Non proverà mai soddisfazione per l’uscita a settembre 2011 del brano con l’idolo americano, il cuore le imporrà di fermarsi un pomeriggio di luglio, nella sua casa di Camden, tra pettegolezzi, false anticipazioni e giudizi affrettati. Eppure il tempo concesso a Tony Bennett per poterla conoscere lo farà sentenziare: «È stata una delle cantanti jazz più vere che abbia mai sentito, per me dovrebbe essere trattata come Ella Fitzgerald o Billie Holiday. Aveva il dono totale. Se fosse ancora viva le direi: rallenta, sei troppo importante».

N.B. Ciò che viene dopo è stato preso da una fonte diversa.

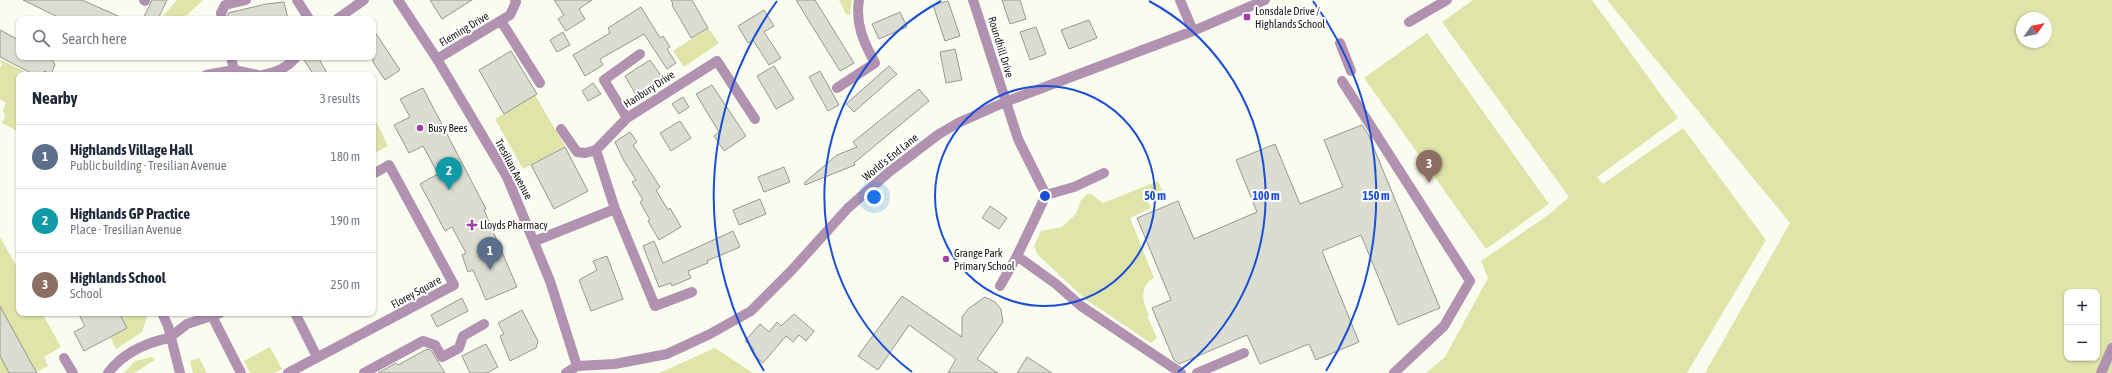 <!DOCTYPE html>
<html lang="en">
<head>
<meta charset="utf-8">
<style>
	body { margin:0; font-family:"Asap Condensed",sans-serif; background:#f2f2f3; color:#1f2937 }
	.controls { position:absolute; right:12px; bottom:12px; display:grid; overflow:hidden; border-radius:8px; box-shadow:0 1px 3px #0004 }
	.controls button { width:36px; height:36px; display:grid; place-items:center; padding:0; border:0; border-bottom:1px solid #e0e1e3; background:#fff; color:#1f2937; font:20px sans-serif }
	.compass { position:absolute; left:2016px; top:12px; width:36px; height:36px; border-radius:50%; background:#fff; box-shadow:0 1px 3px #0004; rotate:57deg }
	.you { position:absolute; left:874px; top:197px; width:14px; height:14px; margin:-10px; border:3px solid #fff; border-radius:50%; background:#1a73e8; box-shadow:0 0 0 6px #1a73e833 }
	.badge { display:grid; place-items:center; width:26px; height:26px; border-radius:50%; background:#0f766e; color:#fff; font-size:13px; font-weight:700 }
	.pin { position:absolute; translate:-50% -33px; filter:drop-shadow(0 1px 2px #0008) }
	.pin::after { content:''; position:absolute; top:21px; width:14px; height:12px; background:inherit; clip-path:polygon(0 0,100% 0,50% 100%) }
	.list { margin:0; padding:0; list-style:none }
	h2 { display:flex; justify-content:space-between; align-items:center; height:52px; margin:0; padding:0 16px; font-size:17px }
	h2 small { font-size:13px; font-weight:400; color:#747a83 }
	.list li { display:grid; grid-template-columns:26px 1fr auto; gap:12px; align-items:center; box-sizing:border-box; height:64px; padding:0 16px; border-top:1px solid #e0e1e3 }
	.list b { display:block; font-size:15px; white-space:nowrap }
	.list p { margin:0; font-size:13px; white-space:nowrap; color:#747a83 }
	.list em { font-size:13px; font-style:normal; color:#747a83 }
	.icon { flex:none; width:22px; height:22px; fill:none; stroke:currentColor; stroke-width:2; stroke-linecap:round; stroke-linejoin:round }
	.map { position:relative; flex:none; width:2112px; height:373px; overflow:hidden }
	.search { position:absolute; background:#fff; box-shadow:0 1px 3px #0004; left:16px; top:16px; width:360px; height:44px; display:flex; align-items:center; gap:10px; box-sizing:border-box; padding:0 14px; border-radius:8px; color:#747a83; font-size:15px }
	.panel { position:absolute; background:#fff; box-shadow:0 1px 3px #0004; left:16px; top:72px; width:360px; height:244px; border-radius:8px }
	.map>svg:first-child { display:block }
	.green { fill:#dfe4a8; fill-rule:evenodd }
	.building { fill:#dbddd1; stroke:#98998f }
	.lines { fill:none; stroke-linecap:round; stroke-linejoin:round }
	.minor { stroke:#b193b1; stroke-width:10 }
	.ring { fill:none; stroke:#1d4ed8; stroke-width:2 }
	.poi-dot { fill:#a13fa6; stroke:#fff; stroke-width:1.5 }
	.labels { text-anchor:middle; stroke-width:4; stroke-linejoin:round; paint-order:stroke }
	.poi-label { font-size:11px; fill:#161612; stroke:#fff; text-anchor:start }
	.street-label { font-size:11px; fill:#161612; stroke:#fff }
	.centre { fill:#1d4ed8; stroke:#fff; stroke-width:2 }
	.ring-label { font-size:12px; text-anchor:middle; font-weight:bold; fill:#1d4ed8; stroke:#fff; stroke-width:4; stroke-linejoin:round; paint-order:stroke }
</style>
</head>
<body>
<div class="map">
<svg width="2112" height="373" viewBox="0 0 2112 373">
	<rect width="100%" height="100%" fill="#fafcf0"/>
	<!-- green -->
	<path class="green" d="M177 0H203L187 15 181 17V19H160Z
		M839 0H852L850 15 846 14Z
		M1473 0H1592L1678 118 1597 177 1603 184 1683 128 1766 240 1687 373H1426L1445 357 1488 278 1481 261 1551 213 1569 197 1442 22Z
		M1607 0H2112V373H1705L1790 223ZM2022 18H2046V42H2022ZM2067 292H2097V358H2067Z
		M708 28 719 43 684 67 673 51Z
		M1427 33 1549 204 1486 249 1364 78Z
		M0 59 31 75H19V132L2 123 5 117 3 110 6 103 0 99V68L2 64Z
		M535 95 565 146 523 169 495 119Z
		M376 121 388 146 373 154V122Z
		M1158 181 1165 197 1158 199 1155 193 1146 197 1151 208 1130 218 1154 278C1139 286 1142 302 1149 315L1148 318 1157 338 1151 343 1085 299 1038 255 1034 246 1041 231 1062 227 1066 223 1076 214 1081 200 1087 194H1091L1103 203Z
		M0 237 19 271V313H42L61 347 44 357 48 366 36 372 0 306Z
		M119 313H148L142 332 116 349 110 337 127 328Z
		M270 347 282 369 274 373H250L244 361Z
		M715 348 753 373H659Z
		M0 356 9 373H0Z
		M152 357 155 360 134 373H124L135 361Z
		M199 358 207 373H193L190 361Z"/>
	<!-- building -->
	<path class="building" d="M23 0H82L125 19H62Z
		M152 0H167L158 19H143Z
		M430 0H472L442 19Z
		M554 0H592L579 9 585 19 566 31 558 19 564 15Z
		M671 0H692L708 28 691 38 672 5 673 4Z
		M796 0H815L854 63 840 71Z
		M1002 0H1020L1026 19 1010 24Z
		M948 1 960 36 945 41 933 5Z
		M284 2 288 19H228V13L266 4Z
		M641 7 660 38 663 36 670 47 667 49 676 63 667 69 644 34 600 59 603 65 585 76 573 55 610 33 608 28Z
		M764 10 774 26 764 32 781 58 769 65 753 40 748 43 738 26Z
		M900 12 907 27 879 39 872 24Z
		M1089 20 1097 38 1069 49 1061 30Z
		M1036 27 1046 54 1030 60 1020 32Z
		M373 29 400 70 385 80 373 62Z
		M0 30 19 40V57H51L55 65 51 74 44 71 43 75H35L0 57Z
		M563 32 570 45 557 52 550 40Z
		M955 49 962 80 946 83 940 52Z
		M511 51 537 94 504 114 479 70Z
		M302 57H318L328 75H314Z
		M650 60 666 83 639 100 625 76Z
		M774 66 794 99 776 109 757 76Z
		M889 66 897 74 854 112 846 104Z
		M820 71 839 105 828 111 809 77Z
		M593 83 601 94 588 101 582 91Z
		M712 85 746 136 724 151 714 136 719 132 696 94Z
		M423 88 486 209 484 210 517 287 486 300 473 270 468 272 462 255 466 253 452 227 445 231 420 184 438 174 423 146 409 153 394 125 410 117 400 99Z
		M919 89 929 101 854 163 855 165 805 185 804 183 837 155 857 147 853 142Z
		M683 97 689 107 679 114 672 104Z
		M680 121 691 138 671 151 660 133Z
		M1362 125 1368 134 1440 308 1398 325 1361 235 1322 251 1359 342 1316 360 1309 344 1260 364 1247 335 1179 364 1174 360 1152 308 1171 300 1137 218 1178 201 1194 239 1257 212 1236 160 1275 144 1300 204 1343 187 1324 140Z
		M630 132 637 142 633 145 660 187 656 190 668 210 670 208 681 227 659 240 648 221 650 220 640 202 643 200 632 182 636 180 624 161 615 142Z
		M565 147 588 191 554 209 531 165Z
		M784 167 790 182 764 192 758 177Z
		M760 199 766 214 739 225 733 210Z
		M990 206 1007 218 999 229 982 218Z
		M733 231 740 247 707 261 708 263 688 271 691 278 672 286 671 283 659 287 643 246 654 241 663 263Z
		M607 256 623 299 591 311 579 280 597 270 593 261Z
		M902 296 962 337V317L968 309 985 297 995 302 1001 309 1003 322 977 359 998 373H948L956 359 909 325 878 370 858 356Z
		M462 298 468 311 437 327 431 315Z
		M0 306 30 361 37 373H9L0 356Z
		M522 310 538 341 536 348 510 361 500 336 504 334 498 323Z
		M78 313H119L127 328 84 351 74 332 85 326Z
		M794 314 814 331 806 341 799 335 793 342 786 336 763 363 754 355 753 348 745 341 760 324 769 332 777 322 781 326Z
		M486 344 498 367 487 373H470L462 356Z
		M427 349 431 350 445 373H378L396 363 398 365Z
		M1027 357 1052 373H1017Z"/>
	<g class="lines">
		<!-- minor -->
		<path class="minor" d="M144 0 145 1
			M297 0 309 19
			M398 0 437 59 507 177 550 281 577 366
			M973 0 1018 139 1046 195 1074 187 1104 173
			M1180 0 1193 31
			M222 19 221 13 225 5 246 0
			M337 19 364 0
			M501 21 540 83
			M1409 22 1447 0
			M1340 43 1351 71
			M231 57 234 70
			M437 59 510 15 516 2 515 0
			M206 75 234 70 258 75
			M263 75C277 72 287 68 296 57
			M1342 81 1470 281 1444 326 1394 373
			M837 88 875 63C864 43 855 24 859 0
			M627 118 604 80 640 54
			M561 129 577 152 585 153 596 150
			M1046 195 1017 256 1056 284 1081 306 1181 373
			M615 209 655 306 692 292
			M535 241 615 209 596 150 627 118 717 61 755 119
			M1000 286 1017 256
			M162 313 168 326 180 373
			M295 313 317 357
			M212 316 241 373
			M169 338 187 324 220 313
			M64 358 73 373
			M108 373C123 353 145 343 169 338
			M288 373 454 285 389 165 373 174
			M364 373 423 341 435 345 442 357 459 348 463 336 484 324
			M566 373 577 366 615 364 667 354 710 334 751 311 791 271 848 208 889 172 939 134 958 123 1005 102 1193 31 1265 0
			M1197 373 1244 353
			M2101 373 2112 348"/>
	</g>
	<!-- distance rings -->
	<g class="ring">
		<circle cx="1045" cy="196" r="110"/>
		<path d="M912 372A221 221 0 0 1 941 1M1149 1A221 221 0 0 1 1178 372"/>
		<path d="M764 371A331 331 0 0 1 777 1M1313 1A331 331 0 0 1 1326 371"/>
	</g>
	<!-- markers -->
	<g class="poi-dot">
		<rect x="1243" y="13" width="8" height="8" rx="2"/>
		<circle cx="420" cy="128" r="4"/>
		<path d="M470 219h4v4h4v4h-4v4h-4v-4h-4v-4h4z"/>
		<circle cx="946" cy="259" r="4"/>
	</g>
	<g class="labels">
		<!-- poi labels -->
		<g class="poi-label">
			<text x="1255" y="15">Lonsdale Drive /<tspan x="1255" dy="13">Highlands School</tspan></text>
			<text x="428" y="132">Busy Bees</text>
			<text x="480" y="229">Lloyds Pharmacy</text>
			<text x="954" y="257">Grange Park<tspan x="954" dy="13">Primary School</tspan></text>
		</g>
		<!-- street labels -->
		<g class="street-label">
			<text transform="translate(464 29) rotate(-31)" y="4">Fleming Drive</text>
			<text transform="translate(1001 47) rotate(73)" y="4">Roundhill Drive</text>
			<text transform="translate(649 89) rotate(-33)" y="4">Hanbury Drive</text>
			<text transform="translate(890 157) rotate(-39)" y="4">World's End Lane</text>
			<text transform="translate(514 169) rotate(62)" y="4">Tresilian Avenue</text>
			<text transform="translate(416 292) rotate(-29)" y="4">Florey Square</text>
		</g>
	</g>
	<circle cx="1045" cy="196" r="6" class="centre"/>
	<g class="ring-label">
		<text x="1155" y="200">50 m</text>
		<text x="1266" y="200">100 m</text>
		<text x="1376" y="200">150 m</text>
	</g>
</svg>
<div class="controls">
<button>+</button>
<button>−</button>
</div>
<svg class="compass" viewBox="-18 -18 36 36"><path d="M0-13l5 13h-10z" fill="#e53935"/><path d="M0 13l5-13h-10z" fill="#747a83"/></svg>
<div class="you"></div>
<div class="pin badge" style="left:490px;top:270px;background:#5c6f8a">1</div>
<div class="pin badge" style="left:449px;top:190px;background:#0f9aa8">2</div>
<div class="pin badge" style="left:1429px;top:183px;background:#8d6e63">3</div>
<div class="search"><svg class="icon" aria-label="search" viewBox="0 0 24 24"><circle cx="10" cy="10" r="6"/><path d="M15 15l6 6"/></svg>Search here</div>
<section class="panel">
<h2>Nearby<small>3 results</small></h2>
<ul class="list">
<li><span class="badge" style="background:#5c6f8a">1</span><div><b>Highlands Village Hall</b><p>Public building · Tresilian Avenue</p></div><em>180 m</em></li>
<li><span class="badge" style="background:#0f9aa8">2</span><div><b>Highlands GP Practice</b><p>Place · Tresilian Avenue</p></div><em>190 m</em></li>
<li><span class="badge" style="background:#8d6e63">3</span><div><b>Highlands School</b><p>School</p></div><em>250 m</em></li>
</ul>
</section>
</div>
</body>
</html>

E mentre ancora viene celebrato il suo stile, dalla sfilata di Jean Paul Gautier ai tributi musicali di Patti Smith, George Micheal, Coldplay, erette statue a Camden e dipinti murales nelle strade di tutto il mondo, il tempo della musica, quello che riconosce il talento e lo mantiene in vita, le ha restituito finalmente la dimensione che le apparteneva, al netto di intrusioni e foto rubate: l’eternità delle dive, che vanno avanti a testa alta e ritmo d’orchestra.